Department of Gastroenterology, The Second Xiangya Hospital, Central South University, Changsha, China.
Research Center of Digestive Disease, The Second Xiangya Hospital, Central South University, Changsha, China.
Cancer Med. 2023 Jan;12(1):541-556. doi: 10.1002/cam4.4891. Epub 2022 May 30.
The relationship between single nucleotide polymorphisms (SNPs) and ovarian cancer (OC) risk remains controversial. This systematic review and network meta-analysis was aimed to determine the association between SNPs and OC risk.

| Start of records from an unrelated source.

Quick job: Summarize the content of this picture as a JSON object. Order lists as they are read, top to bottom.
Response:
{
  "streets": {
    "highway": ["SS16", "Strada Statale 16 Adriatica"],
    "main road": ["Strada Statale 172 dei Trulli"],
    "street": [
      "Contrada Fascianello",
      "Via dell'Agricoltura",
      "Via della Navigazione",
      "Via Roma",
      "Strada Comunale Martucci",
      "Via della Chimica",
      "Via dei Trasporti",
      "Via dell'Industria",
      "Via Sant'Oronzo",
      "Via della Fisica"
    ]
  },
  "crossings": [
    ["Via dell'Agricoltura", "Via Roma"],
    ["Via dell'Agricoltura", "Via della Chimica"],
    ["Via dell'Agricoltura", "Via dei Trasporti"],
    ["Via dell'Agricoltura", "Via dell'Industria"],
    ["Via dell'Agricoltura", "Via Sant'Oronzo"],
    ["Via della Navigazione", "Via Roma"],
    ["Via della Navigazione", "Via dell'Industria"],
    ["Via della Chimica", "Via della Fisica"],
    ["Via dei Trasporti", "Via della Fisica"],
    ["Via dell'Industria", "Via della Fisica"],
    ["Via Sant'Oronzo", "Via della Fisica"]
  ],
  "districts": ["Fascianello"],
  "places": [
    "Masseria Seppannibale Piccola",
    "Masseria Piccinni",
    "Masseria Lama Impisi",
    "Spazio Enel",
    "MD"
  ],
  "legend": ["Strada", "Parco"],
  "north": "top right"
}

Several databases (PubMed, EMBASE, China National Knowledge Infrastructure, Wanfang databases, China Science and Technology Journal Database, and China Biology Medicine disc) were searched to summarize the association between SNPs and OC published throughout April 2021. Direct meta-analysis was used to identify SNPs that could predict the incidence of OC. Ranking probability resulting from network meta-analysis and the Thakkinstian's algorithm was used to select the most appropriate gene model. The false positive report probability (FPRP) and Venice criteria were further tested for credible relationships. Subgroup analysis was also carried out to explore whether there are racial differences.

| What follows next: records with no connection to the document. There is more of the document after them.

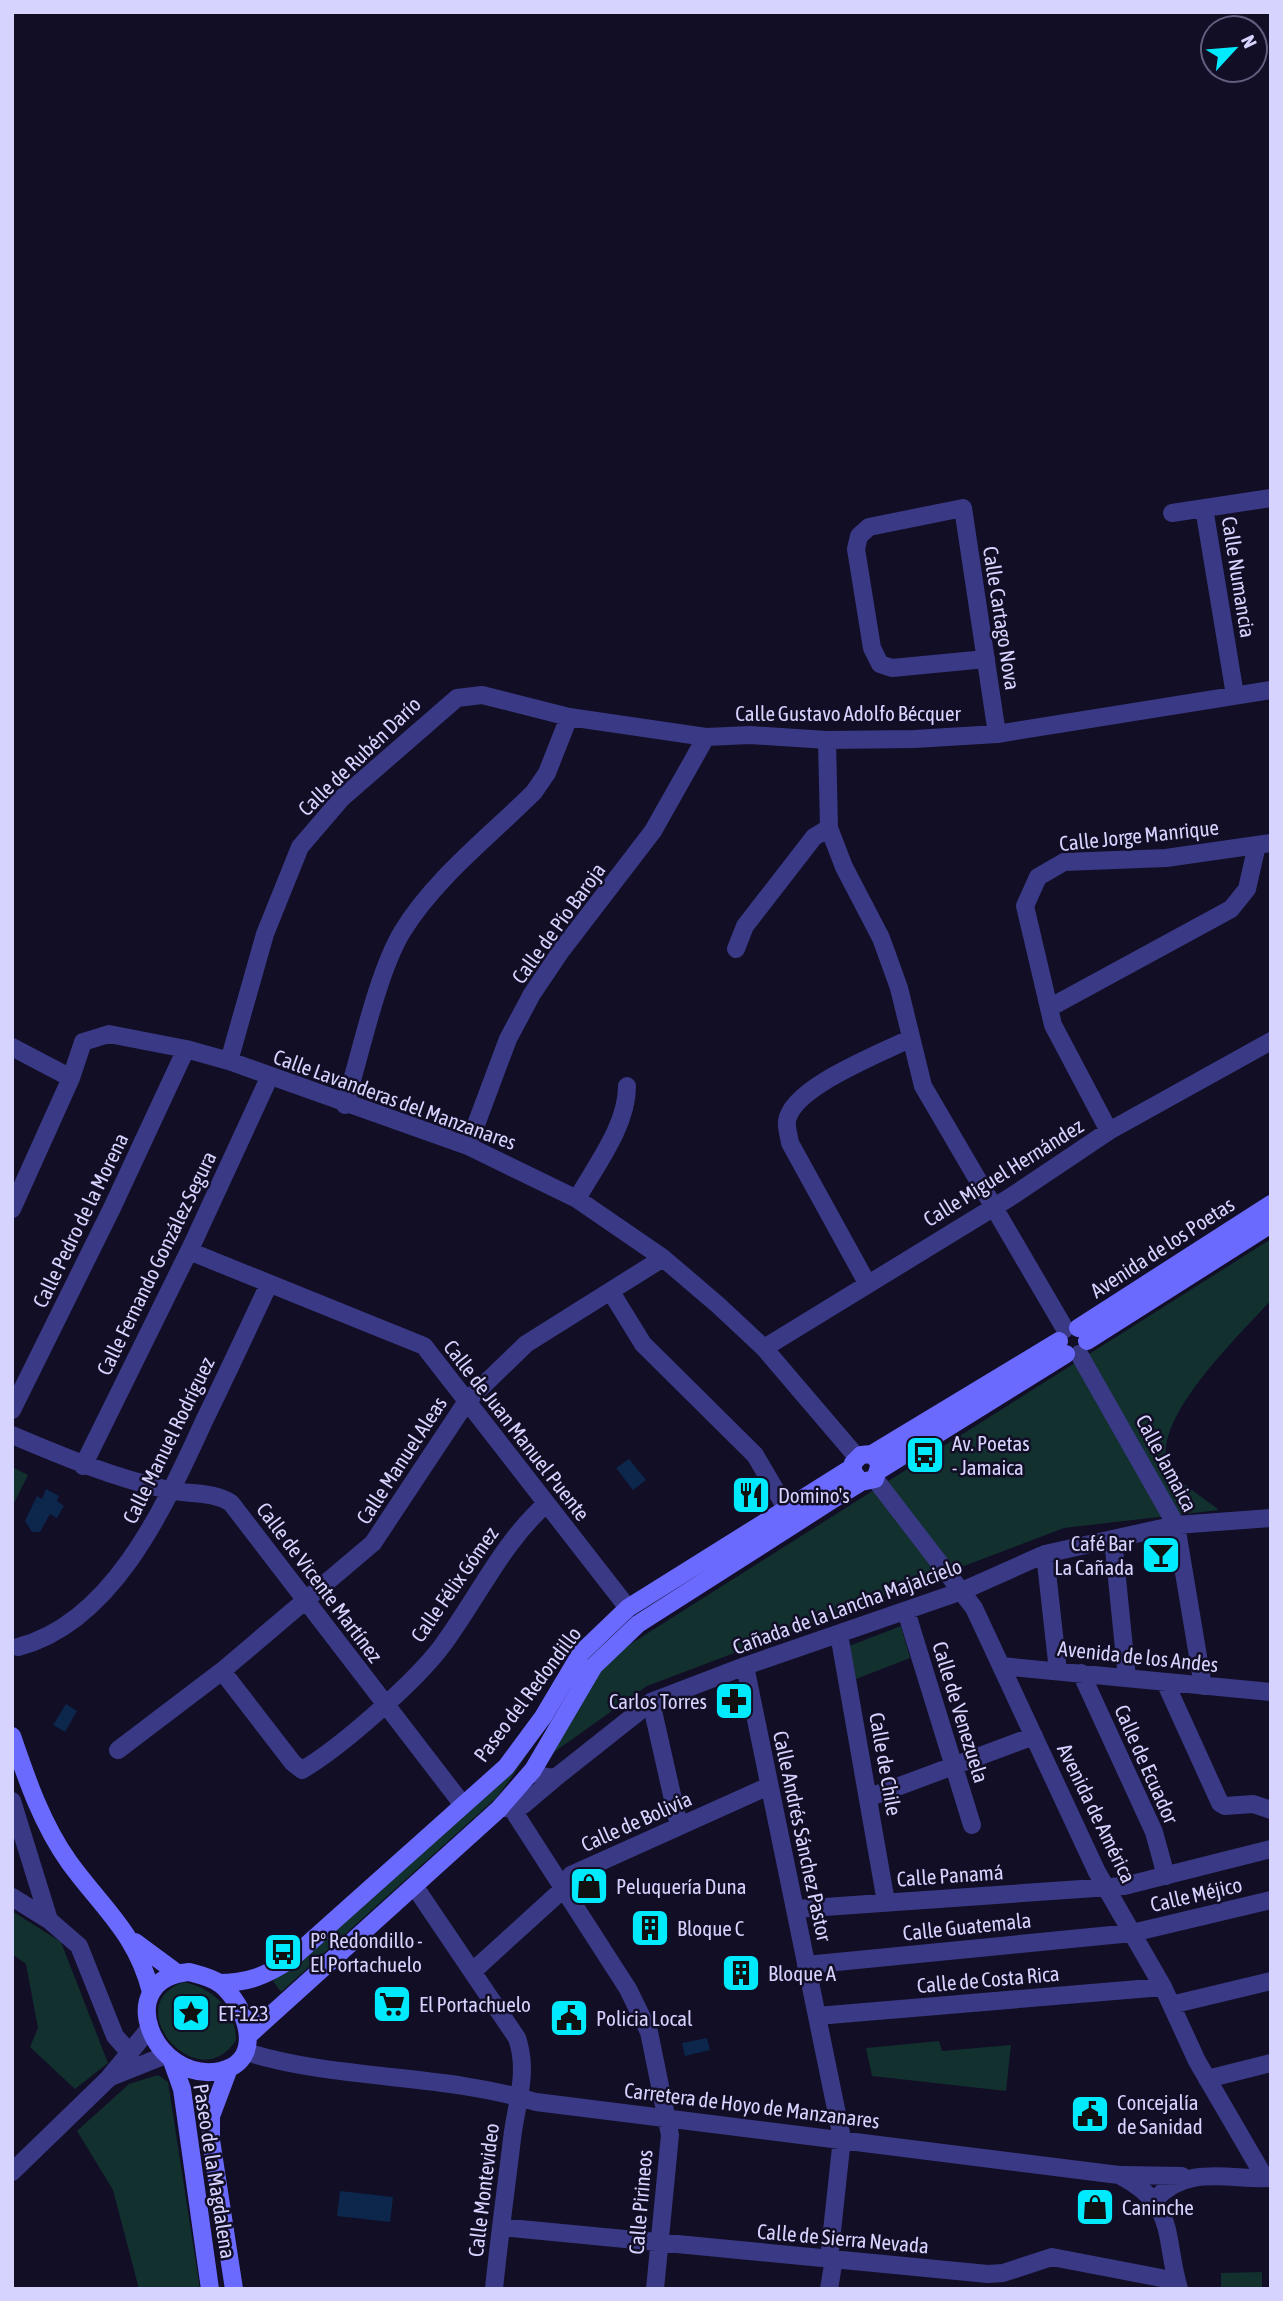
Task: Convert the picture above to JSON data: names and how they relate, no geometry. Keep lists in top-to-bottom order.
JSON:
{
  "streets": {
    "main road": ["Avenida de los Poetas", "Paseo del Redondillo", "Paseo de la Magdalena"],
    "street": [
      "Calle Numancia",
      "Calle Cartago Nova",
      "Calle Gustavo Adolfo Bécquer",
      "Calle de Rubén Darío",
      "Calle Jorge Manrique",
      "Calle de Pío Baroja",
      "Calle Lavanderas del Manzanares",
      "Calle Miguel Hernández",
      "Calle Pedro de la Morena",
      "Calle Fernando González Segura",
      "Calle de Juan Manuel Puente",
      "Calle Manuel Rodríguez",
      "Calle Manuel Aleas",
      "Calle Jamaica",
      "Calle de Vicente Martínez",
      "Calle Félix Gómez",
      "Cañada de la Lancha Majalcielo",
      "Avenida de los Andes",
      "Calle de Venezuela",
      "Calle de Chile",
      "Calle de Ecuador",
      "Avenida de América",
      "Calle de Bolivia",
      "Calle Andrés Sánchez Pastor",
      "Calle Panamá",
      "Calle Méjico",
      "Calle Guatemala",
      "Calle de Costa Rica",
      "Carretera de Hoyo de Manzanares",
      "Calle Montevideo",
      "Calle Pirineos",
      "Calle de Sierra Nevada"
    ]
  },
  "crossings": [
    ["Calle Numancia", "Calle Gustavo Adolfo Bécquer"],
    ["Calle Cartago Nova", "Calle Gustavo Adolfo Bécquer"],
    ["Calle Gustavo Adolfo Bécquer", "Calle de Rubén Darío"],
    ["Calle Gustavo Adolfo Bécquer", "Calle de Pío Baroja"],
    ["Calle Gustavo Adolfo Bécquer", "Calle Jamaica"],
    ["Calle de Rubén Darío", "Calle Lavanderas del Manzanares"],
    ["Calle Jorge Manrique", "Calle Miguel Hernández"],
    ["Calle de Pío Baroja", "Calle Lavanderas del Manzanares"],
    ["Calle Lavanderas del Manzanares", "Calle Miguel Hernández"],
    ["Calle Lavanderas del Manzanares", "Calle Pedro de la Morena"],
    ["Calle Lavanderas del Manzanares", "Avenida de los Poetas"],
    ["Calle Lavanderas del Manzanares", "Calle Fernando González Segura"],
    ["Calle Lavanderas del Manzanares", "Calle Manuel Aleas"],
    ["Calle Lavanderas del Manzanares", "Paseo del Redondillo"],
    ["Calle Lavanderas del Manzanares", "Avenida de América"],
    ["Calle Miguel Hernández", "Calle Jamaica"],
    ["Avenida de los Poetas", "Calle Jamaica"],
    ["Avenida de los Poetas", "Paseo del Redondillo"],
    ["Avenida de los Poetas", "Avenida de América"],
    ["Calle Fernando González Segura", "Calle de Juan Manuel Puente"],
    ["Calle Fernando González Segura", "Calle de Vicente Martínez"],
    ["Calle de Juan Manuel Puente", "Calle Manuel Rodríguez"],
    ["Calle de Juan Manuel Puente", "Calle Manuel Aleas"],
    ["Calle de Juan Manuel Puente", "Calle Félix Gómez"],
    ["Calle de Juan Manuel Puente", "Paseo del Redondillo"],
    ["Calle Manuel Rodríguez", "Calle de Vicente Martínez"],
    ["Calle Manuel Aleas", "Calle de Vicente Martínez"],
    ["Calle Manuel Aleas", "Calle Félix Gómez"],
    ["Calle Jamaica", "Cañada de la Lancha Majalcielo"],
    ["Calle Jamaica", "Avenida de los Andes"],
    ["Calle de Vicente Martínez", "Calle Félix Gómez"],
    ["Calle de Vicente Martínez", "Paseo del Redondillo"],
    ["Cañada de la Lancha Majalcielo", "Paseo del Redondillo"],
    ["Cañada de la Lancha Majalcielo", "Calle de Venezuela"],
    ["Cañada de la Lancha Majalcielo", "Calle de Chile"],
    ["Cañada de la Lancha Majalcielo", "Avenida de América"],
    ["Cañada de la Lancha Majalcielo", "Calle Andrés Sánchez Pastor"],
    ["Cañada de la Lancha Majalcielo", "Calle Pirineos"],
    ["Avenida de los Andes", "Calle de Ecuador"],
    ["Avenida de los Andes", "Avenida de América"],
    ["Paseo del Redondillo", "Avenida de América"],
    ["Paseo del Redondillo", "Carretera de Hoyo de Manzanares"],
    ["Paseo del Redondillo", "Paseo de la Magdalena"],
    ["Paseo del Redondillo", "Calle Montevideo"],
    ["Paseo del Redondillo", "Calle Pirineos"],
    ["Calle de Chile", "Calle Panamá"],
    ["Calle de Ecuador", "Calle Panamá"],
    ["Avenida de América", "Calle Panamá"],
    ["Avenida de América", "Calle Méjico"],
    ["Avenida de América", "Calle Guatemala"],
    ["Avenida de América", "Calle de Costa Rica"],
    ["Calle de Bolivia", "Calle Andrés Sánchez Pastor"],
    ["Calle de Bolivia", "Calle Montevideo"],
    ["Calle de Bolivia", "Calle Pirineos"],
    ["Calle Andrés Sánchez Pastor", "Calle Panamá"],
    ["Calle Andrés Sánchez Pastor", "Calle Guatemala"],
    ["Calle Andrés Sánchez Pastor", "Calle de Costa Rica"],
    ["Calle Andrés Sánchez Pastor", "Carretera de Hoyo de Manzanares"],
    ["Calle Andrés Sánchez Pastor", "Calle de Sierra Nevada"],
    ["Calle Méjico", "Calle Guatemala"],
    ["Carretera de Hoyo de Manzanares", "Paseo de la Magdalena"],
    ["Carretera de Hoyo de Manzanares", "Calle Montevideo"],
    ["Carretera de Hoyo de Manzanares", "Calle Pirineos"],
    ["Calle Montevideo", "Calle de Sierra Nevada"],
    ["Calle Pirineos", "Calle de Sierra Nevada"]
  ],
  "places": {
    "bus stop": ["Av. Poetas - Jamaica", "Pº Redondillo - El Portachuelo"],
    "restaurant": ["Domino's"],
    "bar": ["Café Bar La Cañada"],
    "pharmacy": ["Carlos Torres"],
    "shop": ["Peluquería Duna", "Caninche"],
    "building": ["Bloque C", "Bloque A"],
    "supermarket": ["El Portachuelo"],
    "place": ["ET-123"],
    "public building": ["Policia Local", "Concejalía de Sanidad"]
  },
  "north": "top right"
}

A total of 63 genes and 92 SNPs were included in our study after careful consideration. Fok1 rs2228570 is likely a dominant risk factor for the development of OC compared to other selected genes. The dominant gene model of Fok1 rs2228570 (pooled OR = 1.158, 95% CI: 1.068-1.256) was determined to be the most suitable model with a FPRP <0.2 and moderate credibility.
Fok1 rs2228570 is closely linked to OC risk, and the dominant gene model is likely the most appropriate model for estimating OC susceptibility.
单核苷酸多态性(SNP)与卵巢癌(OC)风险之间的关系仍存在争议。本系统评价和网络荟萃分析旨在确定 SNP 与 OC 风险之间的关联。
检索了多个数据库(PubMed、EMBASE、中国知网、万方数据库、中国科技期刊数据库和中国生物医学文献数据库),以总结截至 2021 年 4 月发表的 SNP 与 OC 相关的研究。直接荟萃分析用于确定可预测 OC 发生率的 SNP。网络荟萃分析和 Thakkinstian 算法的排序概率用于选择最合适的基因模型。进一步使用虚假阳性报告概率(FPRP)和威尼斯标准对可信关系进行测试。还进行了亚组分析,以探讨是否存在种族差异。
经过仔细考虑,本研究共纳入 63 个基因和 92 个 SNP。与其他选定基因相比,Fok1 rs2228570 可能是 OC 发展的显性危险因素。Fok1 rs2228570 的显性基因模型(合并 OR=1.158,95%CI:1.068-1.256)被确定为最适合的模型,FPRP<0.2,可信度适中。
Fok1 rs2228570 与 OC 风险密切相关,显性基因模型可能是估计 OC 易感性的最合适模型。